- **Exercise aim**:
Return each record word for word and omit the pictures.
'''
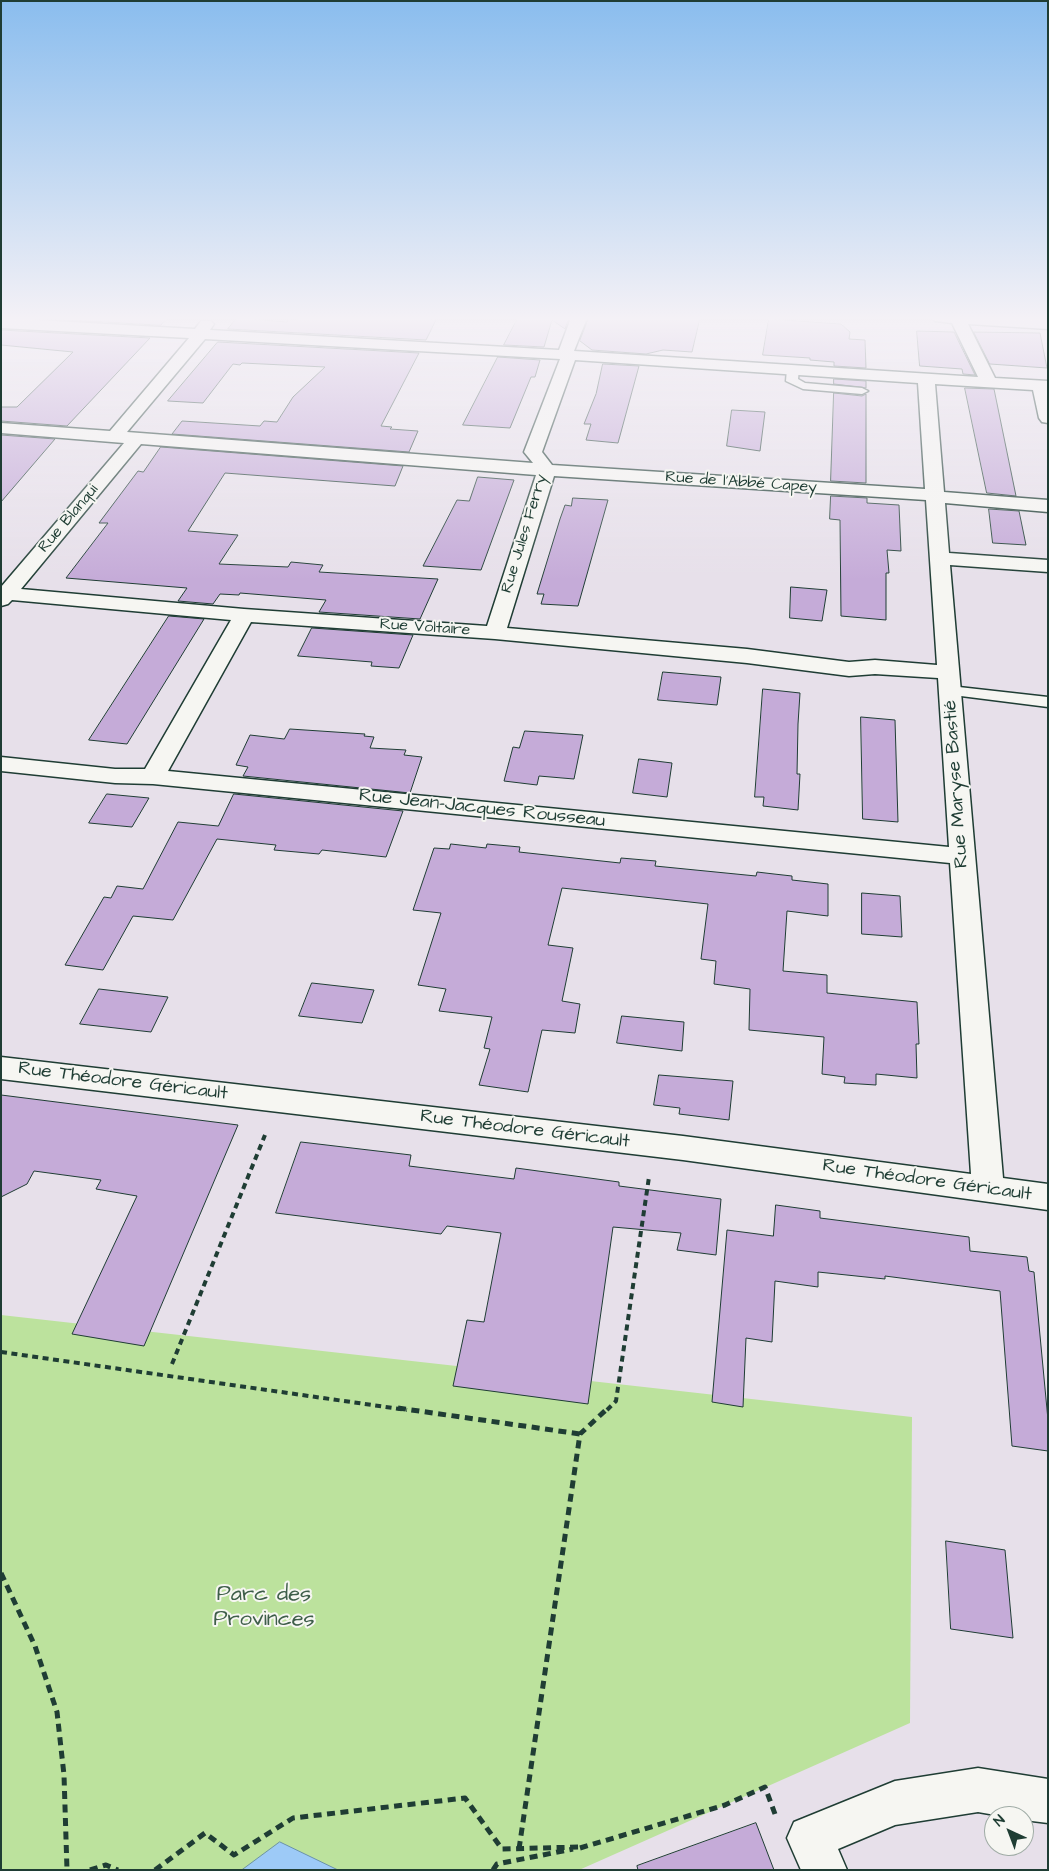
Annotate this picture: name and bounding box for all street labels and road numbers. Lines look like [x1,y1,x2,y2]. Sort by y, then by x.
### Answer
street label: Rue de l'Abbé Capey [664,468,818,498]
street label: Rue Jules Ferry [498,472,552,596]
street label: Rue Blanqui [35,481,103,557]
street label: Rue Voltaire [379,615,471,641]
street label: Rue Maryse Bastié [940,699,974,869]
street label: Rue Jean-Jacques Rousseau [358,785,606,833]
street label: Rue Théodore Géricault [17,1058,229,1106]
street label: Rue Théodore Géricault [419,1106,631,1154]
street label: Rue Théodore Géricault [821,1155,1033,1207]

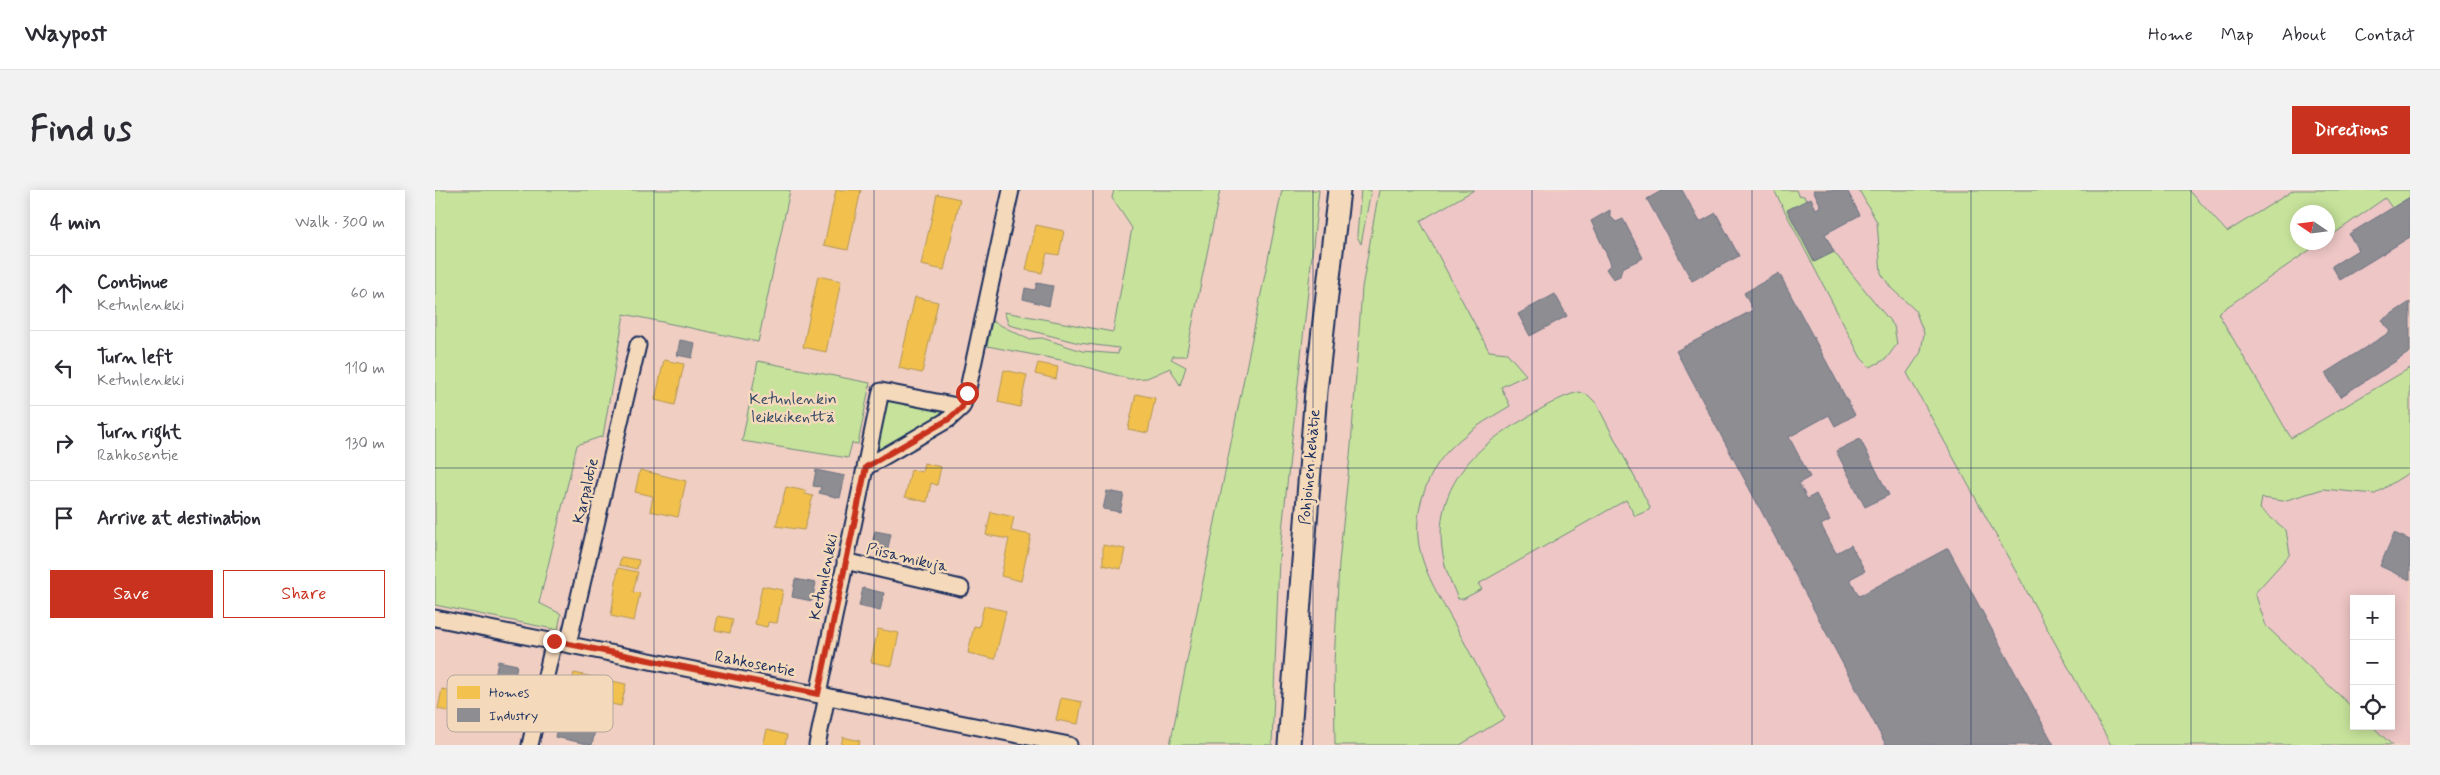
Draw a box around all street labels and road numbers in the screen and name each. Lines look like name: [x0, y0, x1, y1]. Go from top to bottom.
'''
- **Answer section**:
Annotate this picture: name and bounding box for all street labels and road numbers. Lines look like [x1,y1,x2,y2]. Sort by y, then by x.
### Answer
street label: Rue de l'Abbé Capey [664,468,818,498]
street label: Rue Jules Ferry [498,472,552,596]
street label: Rue Blanqui [35,481,103,557]
street label: Rue Voltaire [379,615,471,641]
street label: Rue Maryse Bastié [940,699,974,869]
street label: Rue Jean-Jacques Rousseau [358,785,606,833]
street label: Rue Théodore Géricault [17,1058,229,1106]
street label: Rue Théodore Géricault [419,1106,631,1154]
street label: Rue Théodore Géricault [821,1155,1033,1207]

Draw a box around all street labels and road numbers in the screen and name each. Lines look like name: [x0, y0, x1, y1]. Go from top to bottom.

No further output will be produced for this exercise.